All data are reported as mean ± standard deviation. P values <0.05 were considered to be statistically significant. Fischer’s exact test was used for categorical variables. In case of continuous variables, Shapiro-Wilks test was performed firstly to test normality of distribution, then the homogeneity of variance was assessed using Levene’s test. For normally distributed continuous variables, Student’s t-test was used. For variables not following normal distribution, Mann-Whitney-Wilcoxon test was applied. RStudio was used for statistical analysis (RStudio Team (2015). RStudio: Integrated Development for R. RStudio, Inc., Boston, MA). For offline data analysis MATLab was used (The MathWorks Inc, Natick, Massachusetts).


Results

Demographic and two-dimensional echocardiographic data

The study population has been broken up into four subgroups based on their age: 18–29 years (mean age: 23.6±2.8 years, 45 males), 30–39 years (mean age: 33.5±2.7 years, 27 males), 40–49 years (mean age: 43.1±3.2 years, 11 males) and 50+ years (mean age: 56.1±4.4 years, 12 males). The results of 2DE and Doppler study are shown in Table 1. None of the volunteers had higher than grade 1 valvular regurgitation or significant valvular stenosis.

Table 1
Table 1 Demographic and 2D echocardiographic data of enrolled healthy volunteers
Full table

3DSTE-derived LV volumetric data

No significant differences were detected between the different age groups regarding 3DEDV and 3DESV and their BSA-indexed counterpart. 3DEF differed significantly between the 30–39-year-old males and 40–49-year-old males (P=0.04). Between the youngest and oldest patient groups, only 3DLVM was significantly different (P=0.02). The 18–29-year-old females had a significantly different 3DLVM (P<0.001) compared to that of the 50+ year-old females. Between the 40–49-year-old and 50+ year-old females, 3DLVM (P=0.02) and BSA-indexed 3DLVM (P=0.05) proved to be significantly different (Table 2).

Table 2
Table 2 Three-dimensional speckle-tracking echocardiography-derived left ventricular volumetric parameters of each age- and gender group
Full table

Gender differences in 3DSTE-derived LV volumetric data

In the age group of 18–29 years, 3DEDV (P<0.001), 3DESV (P<0.001) and 3DLVM (P<0.001) proved to be significantly different between the genders. In the age group of 30–39 years, 3DEDV (P=0.004), 3DESV (P=0.04), 3DLVM (P=0.04) differed significantly between males and females. In the group of 40–49-year-old subjects, 3DESV (P=0.003) and 3DLVM (P=0.02) were significantly different between the genders (Table 2).

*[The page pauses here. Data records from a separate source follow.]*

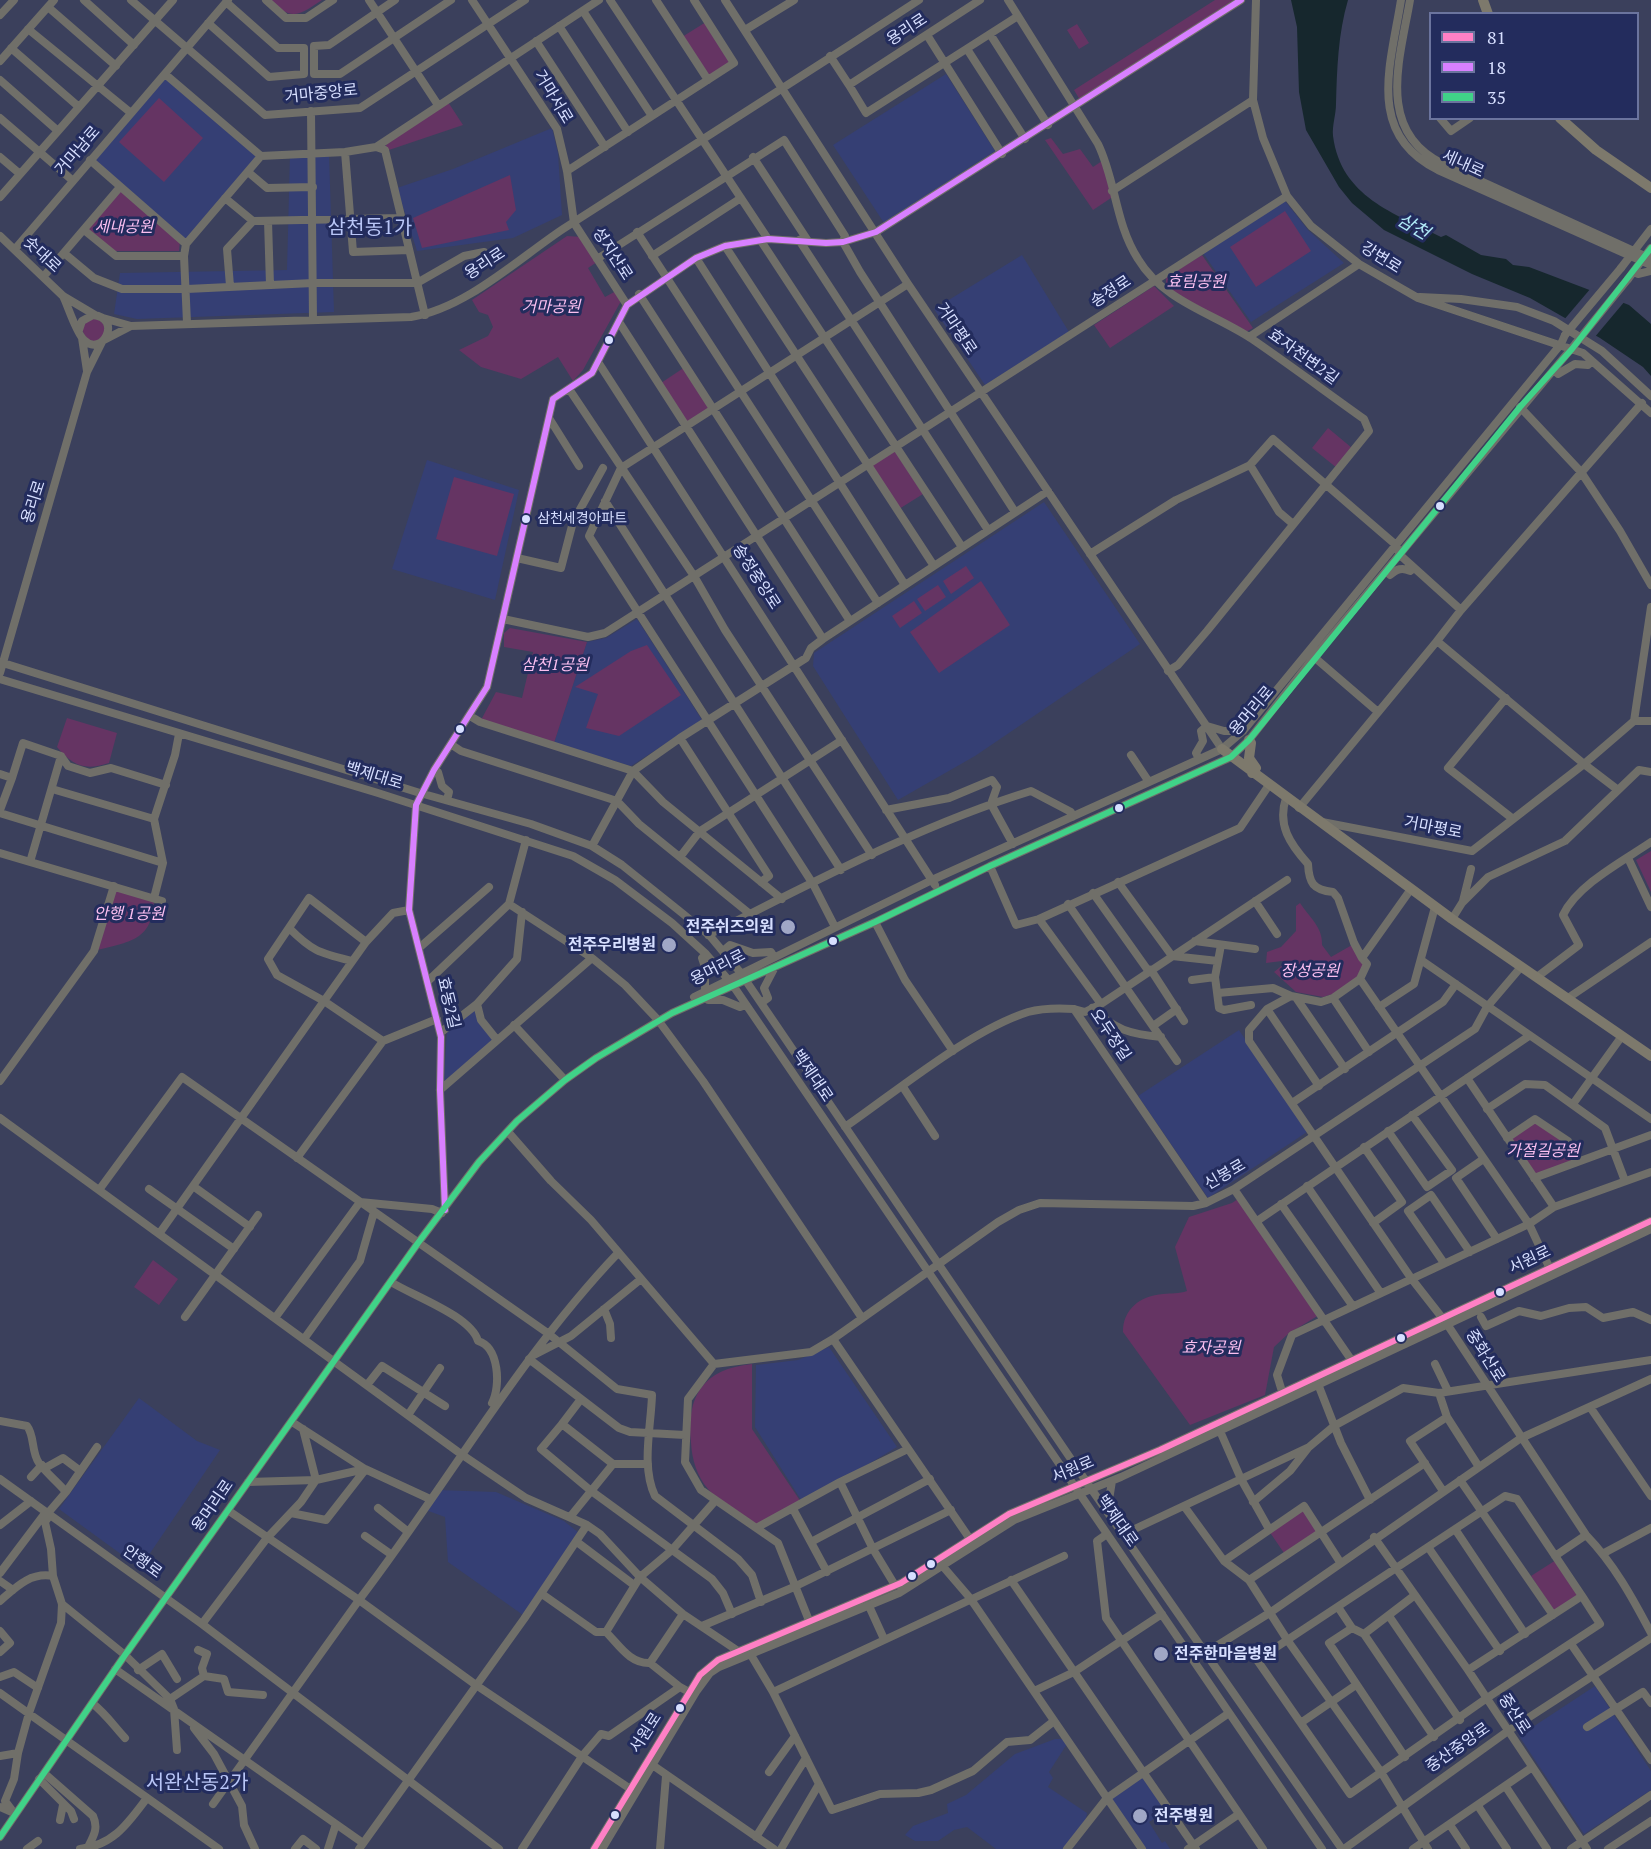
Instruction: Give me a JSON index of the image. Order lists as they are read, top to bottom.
{
  "streets": {
    "main road": ["거마평로"],
    "street": [
      "용리로",
      "거마중앙로",
      "거마서로",
      "거마남로",
      "세내로",
      "성지산로",
      "솟대로",
      "강변로",
      "송정로",
      "효자천변2길",
      "송정중앙로",
      "용머리로",
      "백제대로",
      "효동2길",
      "오두정길",
      "신봉로",
      "서원로",
      "중화산로",
      "안행로",
      "중산로",
      "중산중앙로"
    ]
  },
  "crossings": [
    ["용리로", "거마서로"],
    ["용리로", "성지산로"],
    ["용리로", "거마평로"],
    ["용리로", "백제대로"],
    ["거마중앙로", "거마서로"],
    ["거마중앙로", "거마남로"],
    ["거마서로", "성지산로"],
    ["거마남로", "솟대로"],
    ["성지산로", "송정로"],
    ["성지산로", "송정중앙로"],
    ["성지산로", "백제대로"],
    ["성지산로", "효동2길"],
    ["강변로", "송정로"],
    ["강변로", "용머리로"],
    ["송정로", "거마평로"],
    ["송정로", "효자천변2길"],
    ["송정로", "송정중앙로"],
    ["거마평로", "효자천변2길"],
    ["거마평로", "용머리로"],
    ["거마평로", "신봉로"],
    ["송정중앙로", "용머리로"],
    ["용머리로", "백제대로"],
    ["용머리로", "효동2길"],
    ["용머리로", "안행로"],
    ["백제대로", "효동2길"],
    ["백제대로", "신봉로"],
    ["백제대로", "서원로"],
    ["백제대로", "중산중앙로"],
    ["오두정길", "신봉로"],
    ["신봉로", "중화산로"],
    ["서원로", "중화산로"],
    ["중산로", "중산중앙로"]
  ],
  "districts": ["삼천동1가", "서완산동2가"],
  "water": ["삼천"],
  "parks": [
    "세내공원",
    "효림공원",
    "거마공원",
    "삼천1공원",
    "안행 1공원",
    "장성공원",
    "가절길공원",
    "효자공원"
  ],
  "places": [
    "삼천세경아파트",
    "전주쉬즈의원",
    "전주우리병원",
    "전주한마음병원",
    "전주병원"
  ],
  "lines": ["transit line 18", "transit line 35", "transit line 81"],
  "legend": ["81", "18", "35"]
}
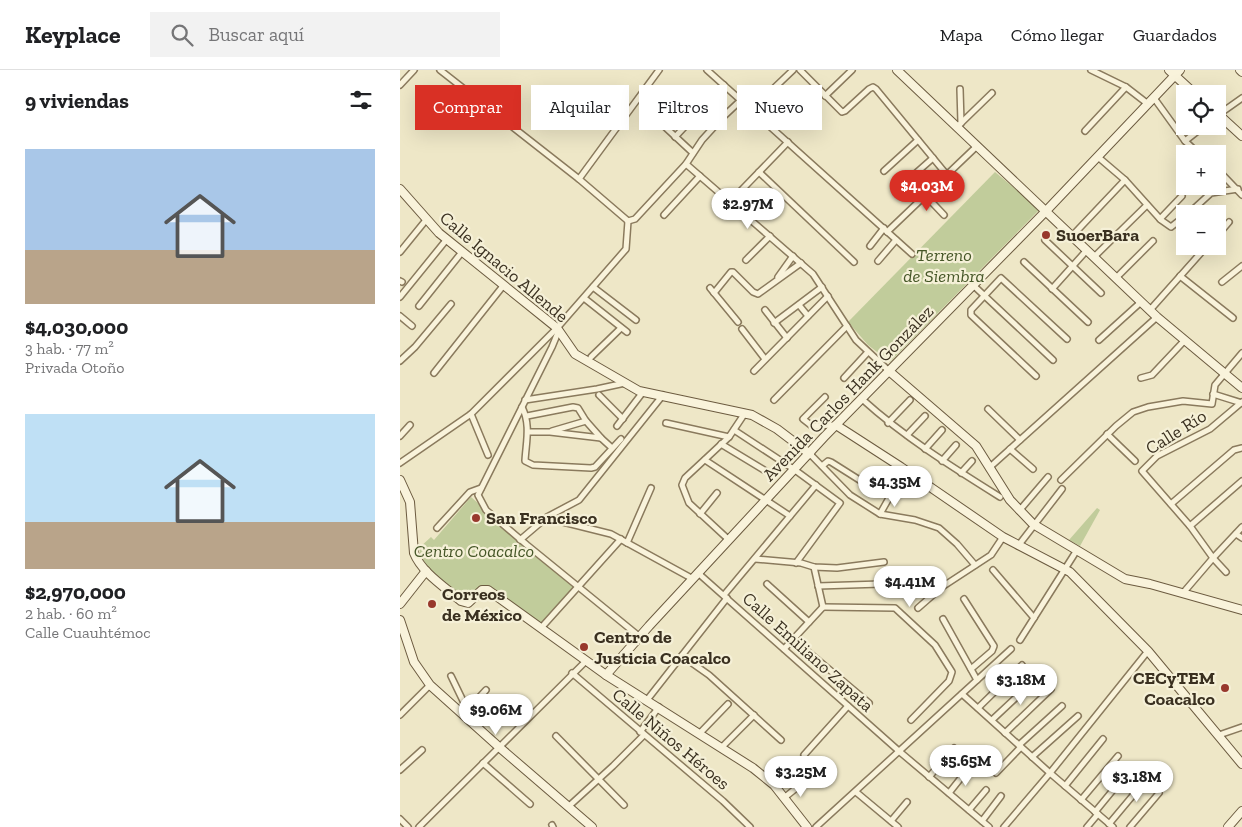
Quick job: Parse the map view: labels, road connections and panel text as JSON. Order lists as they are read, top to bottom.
{
  "streets": {
    "street": [
      "Calle Ignacio Allende",
      "Avenida Carlos Hank González",
      "Calle Río",
      "Calle Emiliano Zapata",
      "Calle Niños Héroes"
    ]
  },
  "crossings": [
    ["Calle Ignacio Allende", "Avenida Carlos Hank González"],
    ["Avenida Carlos Hank González", "Calle Emiliano Zapata"]
  ],
  "parks": ["Terreno de Siembra", "Centro Coacalco"],
  "places": [
    "SuoerBara",
    "San Francisco",
    "Correos de México",
    "Centro de Justicia Coacalco",
    "CECyTEM Coacalco"
  ],
  "page": {
    "header": "Keyplace",
    "search": "Buscar aquí",
    "nav": ["Mapa", "Cómo llegar", "Guardados"],
    "heading": "9 viviendas",
    "map_buttons": ["+", "−"],
    "chip": [
      "Comprar",
      "Alquilar",
      "Filtros",
      "Nuevo"
    ],
    "list": [
      {
        "name": "$4,030,000",
        "note": "3 hab. · 77 m² · Privada Otoño"
      },
      {
        "name": "$2,970,000",
        "note": "2 hab. · 60 m² · Calle Cuauhtémoc"
      }
    ],
    "price": [
      "$4.03M",
      "$2.97M",
      "$4.35M",
      "$4.41M",
      "$3.18M",
      "$9.06M",
      "$5.65M",
      "$3.25M",
      "$3.18M"
    ]
  }
}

Feasibility of 3DSTE-derived LV quantification

During the acquisition period (2011–2017), the experience of the operators grew significantly, thus increasing the feasibility of the 3DSTE method. For the overall duration of data acquisition, 175 measurements out of 298 proved to be acceptable (59% success ratio). For the last year of acquisition, 46 measurements out of 58 were successful (79% success ratio), this is a significant increase (P=0.001).


Discussion

Nowadays, 2DE is routinely available in the clinical practice, it is accessible in all cardiology centers all over the world. Through standardized acquisition and analysis, all 2DE-derived parameters are comparable no matter in which center the examination took place. A few of the most important of these LV parameters are EDV, ESV and EF. EF has been accepted as the most reliable LV systolic functional parameter with robust prognostic implications, almost every subspecialty strongly relies on it in the daily practice. There are several formulas to calculate LVEF using 2DE, the modified Simpson’s formula and the area-length method are suggested to be used by the guidelines. However, both methods approximate LVEF through different mathematical equations using geometric assumptions. Furthermore, they heavily rely on the observer and acquisition technique resulting in a relatively inferior interobserver variability (2,13).

The introduction of RT3DE and 3DSTE may be able to solve the aforementioned problems. 3DSTE is a validated, non-invasive tool in assessing LV volumetric and strain parameters together with LV rotational variables from a single dataset (1,5-7,14). During a 3DSTE measurement, an LV model is created through endocardial tracking in 3D space, resulting in precise, real volumetric chamber quantification, not just approximation through a mathematical formula. However, it is worthy to note that LVEF calculated during 3DSTE measurements are somewhat lower compared to conventional 2D measurements. The explanation for this is that 3DSTE underestimates LV volumetric parameters, 3DEDV is more affected than 3DESV (9), thus resulting in a lower 3DEF value. Mor-Avi et al. found that this underestimation of volume is the result of the lower spatial resolution of 3DE methodologies compared to CMR. The image quality is insufficient to clearly differentiate endocardial trabeculae, thus lumping them together with the myocardium resulting in lower LV volumes (15).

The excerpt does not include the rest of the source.